On May 5, Lemisch’s organization will partner with FLICS, the association of regional film liaisons, for its annual conference promoting California production. Ahead of the event, which will honor NCIS executive producer Mark Horowitz with the California Golden Slate Award and feature keynote speaker Courtney B. Vance, THR highlights seven hot regions outside the TMZ and the diverse shows they’ve hosted.

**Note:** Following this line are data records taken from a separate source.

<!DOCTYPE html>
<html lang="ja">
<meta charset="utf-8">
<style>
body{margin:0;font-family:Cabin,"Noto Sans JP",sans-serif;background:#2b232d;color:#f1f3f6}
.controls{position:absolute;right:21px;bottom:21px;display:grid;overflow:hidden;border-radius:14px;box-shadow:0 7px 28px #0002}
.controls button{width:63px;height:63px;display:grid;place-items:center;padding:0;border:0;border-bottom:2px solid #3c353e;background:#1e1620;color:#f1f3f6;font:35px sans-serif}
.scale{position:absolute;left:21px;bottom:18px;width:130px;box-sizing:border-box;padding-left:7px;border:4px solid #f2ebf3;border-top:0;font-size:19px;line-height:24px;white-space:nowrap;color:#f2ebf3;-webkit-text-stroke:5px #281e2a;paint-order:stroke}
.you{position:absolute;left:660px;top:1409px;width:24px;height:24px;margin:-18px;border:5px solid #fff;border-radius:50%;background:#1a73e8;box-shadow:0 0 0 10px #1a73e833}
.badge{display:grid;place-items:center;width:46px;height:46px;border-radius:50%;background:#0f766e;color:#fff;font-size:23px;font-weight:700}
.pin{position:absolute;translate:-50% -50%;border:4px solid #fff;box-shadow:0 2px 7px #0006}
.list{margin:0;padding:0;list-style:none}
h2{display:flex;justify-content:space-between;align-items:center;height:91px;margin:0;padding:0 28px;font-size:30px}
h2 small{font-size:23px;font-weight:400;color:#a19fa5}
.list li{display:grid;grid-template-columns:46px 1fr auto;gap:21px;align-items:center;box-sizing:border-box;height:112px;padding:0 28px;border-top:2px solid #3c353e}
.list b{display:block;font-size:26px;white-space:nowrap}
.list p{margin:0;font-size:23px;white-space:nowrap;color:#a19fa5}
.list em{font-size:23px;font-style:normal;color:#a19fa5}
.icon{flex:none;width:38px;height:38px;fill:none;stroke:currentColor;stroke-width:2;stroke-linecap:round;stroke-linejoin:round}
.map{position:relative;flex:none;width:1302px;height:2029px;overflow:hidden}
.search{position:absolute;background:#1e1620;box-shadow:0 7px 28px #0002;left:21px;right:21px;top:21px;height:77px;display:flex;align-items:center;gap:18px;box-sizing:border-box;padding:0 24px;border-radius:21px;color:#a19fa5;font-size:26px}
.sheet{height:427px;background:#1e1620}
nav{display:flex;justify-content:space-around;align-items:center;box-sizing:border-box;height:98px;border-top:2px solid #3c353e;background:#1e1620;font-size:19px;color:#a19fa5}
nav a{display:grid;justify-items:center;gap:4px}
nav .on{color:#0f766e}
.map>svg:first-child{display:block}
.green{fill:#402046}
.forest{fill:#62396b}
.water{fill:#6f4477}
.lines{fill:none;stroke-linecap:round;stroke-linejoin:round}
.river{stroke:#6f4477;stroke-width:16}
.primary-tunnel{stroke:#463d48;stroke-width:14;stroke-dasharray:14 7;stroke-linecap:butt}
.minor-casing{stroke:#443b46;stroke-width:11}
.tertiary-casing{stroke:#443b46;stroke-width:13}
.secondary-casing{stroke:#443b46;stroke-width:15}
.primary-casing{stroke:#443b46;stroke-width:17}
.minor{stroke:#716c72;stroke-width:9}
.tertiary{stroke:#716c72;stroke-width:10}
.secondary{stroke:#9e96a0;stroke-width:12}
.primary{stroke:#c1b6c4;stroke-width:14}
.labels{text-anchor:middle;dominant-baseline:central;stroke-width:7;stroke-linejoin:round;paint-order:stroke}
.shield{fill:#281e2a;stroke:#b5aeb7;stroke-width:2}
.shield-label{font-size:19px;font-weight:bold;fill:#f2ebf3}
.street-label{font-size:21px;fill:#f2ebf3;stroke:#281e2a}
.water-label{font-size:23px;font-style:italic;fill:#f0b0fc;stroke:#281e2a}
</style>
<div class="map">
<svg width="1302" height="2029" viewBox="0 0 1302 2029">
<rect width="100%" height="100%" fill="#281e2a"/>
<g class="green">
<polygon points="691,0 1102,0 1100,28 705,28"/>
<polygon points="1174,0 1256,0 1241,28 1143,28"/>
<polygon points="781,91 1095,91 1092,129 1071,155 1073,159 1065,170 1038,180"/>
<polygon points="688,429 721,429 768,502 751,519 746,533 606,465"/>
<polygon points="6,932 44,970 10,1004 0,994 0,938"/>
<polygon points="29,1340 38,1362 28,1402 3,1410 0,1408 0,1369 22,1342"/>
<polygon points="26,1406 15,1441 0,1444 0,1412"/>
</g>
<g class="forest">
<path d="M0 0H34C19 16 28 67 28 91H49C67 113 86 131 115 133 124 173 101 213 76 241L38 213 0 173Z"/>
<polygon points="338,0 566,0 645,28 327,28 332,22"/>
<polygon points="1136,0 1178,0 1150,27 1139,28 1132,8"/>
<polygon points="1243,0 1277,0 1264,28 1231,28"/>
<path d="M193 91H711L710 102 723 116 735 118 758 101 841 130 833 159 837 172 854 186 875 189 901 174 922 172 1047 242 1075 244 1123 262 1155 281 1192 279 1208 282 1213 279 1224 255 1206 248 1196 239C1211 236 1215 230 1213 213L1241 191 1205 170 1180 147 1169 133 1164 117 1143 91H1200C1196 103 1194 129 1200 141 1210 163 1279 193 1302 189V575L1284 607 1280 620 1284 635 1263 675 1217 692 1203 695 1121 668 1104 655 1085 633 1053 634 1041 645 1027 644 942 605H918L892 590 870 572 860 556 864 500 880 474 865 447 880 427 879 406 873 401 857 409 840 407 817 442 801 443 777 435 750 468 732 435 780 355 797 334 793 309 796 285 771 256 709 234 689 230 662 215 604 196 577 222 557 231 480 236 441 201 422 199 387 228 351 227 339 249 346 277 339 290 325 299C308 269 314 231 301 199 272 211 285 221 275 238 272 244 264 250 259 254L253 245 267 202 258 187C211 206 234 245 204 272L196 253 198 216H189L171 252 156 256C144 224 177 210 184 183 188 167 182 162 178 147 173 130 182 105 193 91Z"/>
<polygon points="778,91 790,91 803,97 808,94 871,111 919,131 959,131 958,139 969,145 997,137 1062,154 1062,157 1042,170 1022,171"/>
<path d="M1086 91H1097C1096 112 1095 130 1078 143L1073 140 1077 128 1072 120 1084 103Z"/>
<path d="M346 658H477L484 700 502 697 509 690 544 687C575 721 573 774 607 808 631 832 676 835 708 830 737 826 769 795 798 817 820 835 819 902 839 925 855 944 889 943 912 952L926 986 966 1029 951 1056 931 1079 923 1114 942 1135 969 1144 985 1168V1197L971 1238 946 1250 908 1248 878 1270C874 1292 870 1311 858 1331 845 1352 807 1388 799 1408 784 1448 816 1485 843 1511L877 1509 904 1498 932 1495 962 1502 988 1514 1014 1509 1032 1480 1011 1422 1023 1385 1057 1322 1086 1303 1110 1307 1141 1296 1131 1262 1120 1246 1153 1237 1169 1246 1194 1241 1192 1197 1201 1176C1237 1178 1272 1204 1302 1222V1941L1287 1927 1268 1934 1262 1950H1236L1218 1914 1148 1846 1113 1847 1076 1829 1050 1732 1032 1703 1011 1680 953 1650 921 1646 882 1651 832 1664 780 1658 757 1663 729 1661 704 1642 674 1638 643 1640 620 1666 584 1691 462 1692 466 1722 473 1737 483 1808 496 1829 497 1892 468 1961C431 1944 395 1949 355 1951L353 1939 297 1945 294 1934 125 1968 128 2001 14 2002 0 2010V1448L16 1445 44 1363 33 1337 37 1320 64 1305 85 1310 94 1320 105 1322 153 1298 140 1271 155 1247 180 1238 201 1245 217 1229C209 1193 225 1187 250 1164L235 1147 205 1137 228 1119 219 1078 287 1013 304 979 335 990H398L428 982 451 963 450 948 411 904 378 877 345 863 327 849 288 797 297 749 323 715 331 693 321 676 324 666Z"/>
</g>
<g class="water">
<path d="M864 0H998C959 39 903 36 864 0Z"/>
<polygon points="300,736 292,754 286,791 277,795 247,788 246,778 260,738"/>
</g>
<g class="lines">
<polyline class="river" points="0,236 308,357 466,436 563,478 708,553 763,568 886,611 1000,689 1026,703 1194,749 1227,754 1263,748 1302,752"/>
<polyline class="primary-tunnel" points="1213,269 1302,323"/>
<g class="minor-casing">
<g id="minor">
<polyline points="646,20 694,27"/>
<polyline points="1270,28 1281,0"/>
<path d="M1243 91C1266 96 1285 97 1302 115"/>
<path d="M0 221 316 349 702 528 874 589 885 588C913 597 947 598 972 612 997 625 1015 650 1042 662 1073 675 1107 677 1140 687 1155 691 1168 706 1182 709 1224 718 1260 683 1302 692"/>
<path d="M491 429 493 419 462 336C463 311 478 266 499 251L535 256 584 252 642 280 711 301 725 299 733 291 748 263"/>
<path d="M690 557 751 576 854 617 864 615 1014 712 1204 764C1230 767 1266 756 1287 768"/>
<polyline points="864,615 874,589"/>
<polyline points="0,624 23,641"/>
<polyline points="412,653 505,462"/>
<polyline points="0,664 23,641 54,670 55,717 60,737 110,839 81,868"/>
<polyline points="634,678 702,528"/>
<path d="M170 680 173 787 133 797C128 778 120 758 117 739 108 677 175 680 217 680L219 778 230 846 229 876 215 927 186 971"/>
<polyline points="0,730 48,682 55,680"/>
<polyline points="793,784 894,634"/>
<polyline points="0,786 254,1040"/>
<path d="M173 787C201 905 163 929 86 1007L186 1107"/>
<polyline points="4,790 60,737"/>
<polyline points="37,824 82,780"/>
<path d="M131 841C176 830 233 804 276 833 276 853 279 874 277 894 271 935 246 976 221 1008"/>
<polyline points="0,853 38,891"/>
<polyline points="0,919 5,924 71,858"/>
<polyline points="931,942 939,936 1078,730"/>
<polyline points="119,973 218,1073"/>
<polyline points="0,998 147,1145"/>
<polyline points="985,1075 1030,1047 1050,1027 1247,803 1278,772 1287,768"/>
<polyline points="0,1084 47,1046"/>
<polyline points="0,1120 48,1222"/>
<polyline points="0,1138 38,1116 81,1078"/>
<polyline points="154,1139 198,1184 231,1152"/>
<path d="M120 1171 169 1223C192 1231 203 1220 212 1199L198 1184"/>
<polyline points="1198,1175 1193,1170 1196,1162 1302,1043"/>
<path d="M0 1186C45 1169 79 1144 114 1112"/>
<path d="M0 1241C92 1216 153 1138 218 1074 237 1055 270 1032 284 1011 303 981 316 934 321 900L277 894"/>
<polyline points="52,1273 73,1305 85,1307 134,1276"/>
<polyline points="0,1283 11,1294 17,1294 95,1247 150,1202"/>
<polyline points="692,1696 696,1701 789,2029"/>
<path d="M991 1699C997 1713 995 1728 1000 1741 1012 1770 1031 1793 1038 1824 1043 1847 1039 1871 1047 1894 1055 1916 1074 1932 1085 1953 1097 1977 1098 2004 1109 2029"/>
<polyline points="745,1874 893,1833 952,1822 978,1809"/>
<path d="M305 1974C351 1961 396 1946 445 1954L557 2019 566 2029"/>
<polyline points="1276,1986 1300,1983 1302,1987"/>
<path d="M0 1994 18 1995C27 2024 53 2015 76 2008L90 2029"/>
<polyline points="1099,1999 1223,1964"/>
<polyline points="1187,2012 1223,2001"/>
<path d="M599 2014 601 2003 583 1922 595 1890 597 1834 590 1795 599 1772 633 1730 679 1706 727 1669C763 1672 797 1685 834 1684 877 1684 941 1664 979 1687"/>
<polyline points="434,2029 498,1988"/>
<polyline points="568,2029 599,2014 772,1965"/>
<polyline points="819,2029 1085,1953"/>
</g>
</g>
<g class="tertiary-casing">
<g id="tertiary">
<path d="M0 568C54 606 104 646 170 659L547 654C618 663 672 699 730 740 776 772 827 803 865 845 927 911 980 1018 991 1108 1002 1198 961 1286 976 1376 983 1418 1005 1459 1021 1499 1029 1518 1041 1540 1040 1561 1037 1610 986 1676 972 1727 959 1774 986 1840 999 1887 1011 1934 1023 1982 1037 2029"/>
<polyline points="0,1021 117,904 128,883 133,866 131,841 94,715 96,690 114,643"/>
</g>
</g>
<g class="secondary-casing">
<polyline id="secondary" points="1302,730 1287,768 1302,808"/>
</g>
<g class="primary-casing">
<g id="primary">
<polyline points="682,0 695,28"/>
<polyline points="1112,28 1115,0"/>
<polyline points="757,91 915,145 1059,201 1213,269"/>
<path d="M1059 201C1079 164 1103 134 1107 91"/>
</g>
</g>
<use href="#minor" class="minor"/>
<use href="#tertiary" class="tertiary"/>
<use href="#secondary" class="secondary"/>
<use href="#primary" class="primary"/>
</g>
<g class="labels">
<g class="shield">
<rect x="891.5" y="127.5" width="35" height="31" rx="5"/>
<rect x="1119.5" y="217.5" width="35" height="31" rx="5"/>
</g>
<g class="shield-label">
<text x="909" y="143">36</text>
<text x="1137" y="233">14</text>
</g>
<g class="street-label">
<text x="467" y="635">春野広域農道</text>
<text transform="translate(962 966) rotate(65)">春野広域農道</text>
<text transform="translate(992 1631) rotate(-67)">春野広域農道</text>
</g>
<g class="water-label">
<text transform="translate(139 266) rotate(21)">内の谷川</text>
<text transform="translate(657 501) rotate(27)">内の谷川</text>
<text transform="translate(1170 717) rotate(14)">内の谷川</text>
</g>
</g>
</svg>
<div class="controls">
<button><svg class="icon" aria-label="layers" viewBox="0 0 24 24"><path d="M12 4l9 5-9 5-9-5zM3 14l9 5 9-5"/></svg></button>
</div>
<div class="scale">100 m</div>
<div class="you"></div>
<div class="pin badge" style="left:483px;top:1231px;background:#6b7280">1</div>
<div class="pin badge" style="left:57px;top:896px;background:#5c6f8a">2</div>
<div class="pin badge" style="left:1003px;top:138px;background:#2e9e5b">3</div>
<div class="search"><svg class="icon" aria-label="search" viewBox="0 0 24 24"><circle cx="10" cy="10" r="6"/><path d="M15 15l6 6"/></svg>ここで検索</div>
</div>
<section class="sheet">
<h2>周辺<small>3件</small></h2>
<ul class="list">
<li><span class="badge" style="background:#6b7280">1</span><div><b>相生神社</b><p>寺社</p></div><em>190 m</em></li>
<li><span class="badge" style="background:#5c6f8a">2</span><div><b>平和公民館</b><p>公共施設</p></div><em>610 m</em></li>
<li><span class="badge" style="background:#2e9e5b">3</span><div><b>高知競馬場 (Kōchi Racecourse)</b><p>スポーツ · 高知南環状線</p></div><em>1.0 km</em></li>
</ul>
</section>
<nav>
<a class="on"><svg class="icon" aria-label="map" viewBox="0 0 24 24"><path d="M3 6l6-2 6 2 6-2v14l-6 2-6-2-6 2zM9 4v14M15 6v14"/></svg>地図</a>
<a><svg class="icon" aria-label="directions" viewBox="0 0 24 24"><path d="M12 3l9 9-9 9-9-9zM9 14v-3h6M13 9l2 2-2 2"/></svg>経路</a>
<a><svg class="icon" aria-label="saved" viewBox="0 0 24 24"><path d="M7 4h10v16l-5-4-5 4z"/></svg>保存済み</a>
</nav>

  • San Francisco County (C)

    Courtesy of Jojo Whilden/Netflix

    When Brit Marling’s experimental drama The OA relocated from New York to California, it settled into San Francisco for two weeks to film at a mansion in Russian Hill, on 16th Avenue’s iconic tiled steps and at the San Francisco Police Department.

  • Mendocino County (A)

    Courtesy of HBO

    HBO’s Sharp Objects searched the entire state for a Victorian house with rolling hills and oak trees where the production could make a lot of noise without anyone nearby hearing. Luckily, the show found exactly that in Redwood Valley in Northern California, where it spent 10 days shooting.

  • Ventura County (D)

    Courtesy of HBO

    When Westworld isn’t filming at Melody Ranch in Santa Clarita, it’ll visit Ventura County, a portion of which is within the 30-mile zone. The HBO drama uses Fillmore and Western Railway for some of its train scenes, and it also has shot at Big Sky Movie Ranch above Simi Valley and Piru, Calif. 

  • Marin County (B)

    Courtesy of Netflix

    13 Reasons Why shoots almost entirely in Northern California, including in Marin County and Solano County, where the Netflix YA drama capitalizes on downtown Vallejo’s small-town USA vibe. As a result of filming in the region, production was temporarily halted during the wildfires in the fall.

  • Orange County (E)

    Courtesy of HBO

    The Southern California region has recently been home to shows including FX’s American Horror Story, Fox’s Lucifer and HBO’s Ballers. The Dwayne Johnson comedy shot in Huntington Beach for a surf competition, employing 500 extras and 150 crew.

  • Oceanside County (G)

    Courtesy of TNT

    TNT’s Animal Kingdom has taken up residence in Oceanside since its inception. Among the production’s regular locations: the pier amphitheater, Pacific Street and the harbor, where the drama once set fire to a car on the beach for a scene.

  • Riverside County (F)

    Courtesy of FOX

    In addition to USA’s Shooter filming at the March Air Reserve Base, Riverside recently hosted Fox’s Lucifer, which spent a weekend filming at the Monte de Oro winery in Temecula. Since the nearest city is 17 miles outside of the 30-mile zone, TV productions often try to sneak some days in to qualify for the 5 percent tax incentives bump.